Results 6 to 10 of 12
Thread: Honour names post-divorce?
October 30th, 2013 08:49 AM #6Senior Member
- Join Date
- Jan 2010
Please honour your father's side. You will truly regret it if you don't. Don't discuss it or tell her, but when that sweet baby arrives, just announce his beautiful name with all the pride that a new mom would have. Never make decisions just to prevent someone's feelings from being hurt...that is her issue, not yours.
Best of luck and thanks for posting.
October 30th, 2013 09:34 AM #8Senior Member
- Join Date
- Sep 2013
What a horrible situation for you! Maybe you should write your mother a letter explaining your intentions and that you have no desire to discuss this with her during you pregnancy because you don't want to stress yourself. That way you can let go of the stressful feelings you have about it now and know that she's been warned and won't feel shock upon meeting your (potential) son for the first time.
Once you've adjusted to motherhood you can work on this dynamic more if you think it is hurtful to you & could be hurtful to your child.

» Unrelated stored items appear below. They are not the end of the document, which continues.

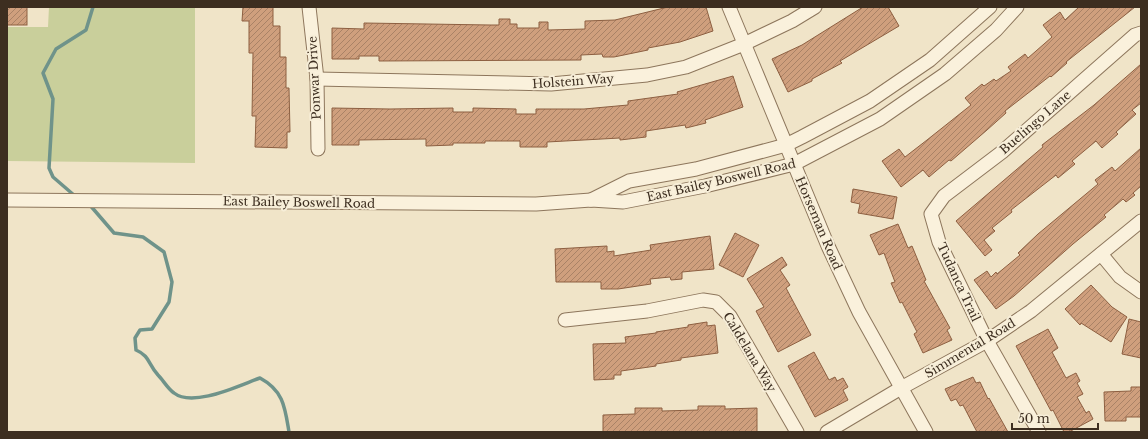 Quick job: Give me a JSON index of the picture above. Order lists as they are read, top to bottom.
{
  "streets": {
    "street": [
      "Ponwar Drive",
      "Holstein Way",
      "Buelingo Lane",
      "East Bailey Boswell Road",
      "Horseman Road",
      "Tudanca Trail",
      "Simmental Road",
      "Caldelana Way"
    ]
  },
  "crossings": [
    ["Ponwar Drive", "Holstein Way"],
    ["Holstein Way", "Horseman Road"],
    ["Buelingo Lane", "Tudanca Trail"],
    ["East Bailey Boswell Road", "Horseman Road"],
    ["Horseman Road", "Simmental Road"],
    ["Tudanca Trail", "Simmental Road"]
  ],
  "scale_bar": "50 m"
}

October 30th, 2013 10:10 AM #10
Name for whoever you want - just make sure you give her a fair warning before the birth so that it doesn't come as a shock and disappointment to her. As long as she has some time to get over that, as soon as your baby is born she'll be ready to fall in love with him.
Just realized that tararyaz said the same thing!
October 30th, 2013 10:18 AM #12
I agree you need to stand your ground. Otherwise you'll feel guilty like you do about your Wedding day. I would just give her a heads up before the baby comes so she has time to cool down.Theodore Arthur
October 30th, 2013 10:24 AM #14Senior Member
- Join Date
- Jan 2012
Use his name. It's your baby and although he's not your mothers husband anymore, he's still your dad. That being said I would feel different had he done a very horrible thing to your mom. And by that I don't mean cheating (that would make him a bad husband but not a bad person and 30 years should be enough to get past that) but being violent. If there has been violence in the relationship between him and your mom or any other kind of abuse (physical or emotional) I think I wouldn't do it.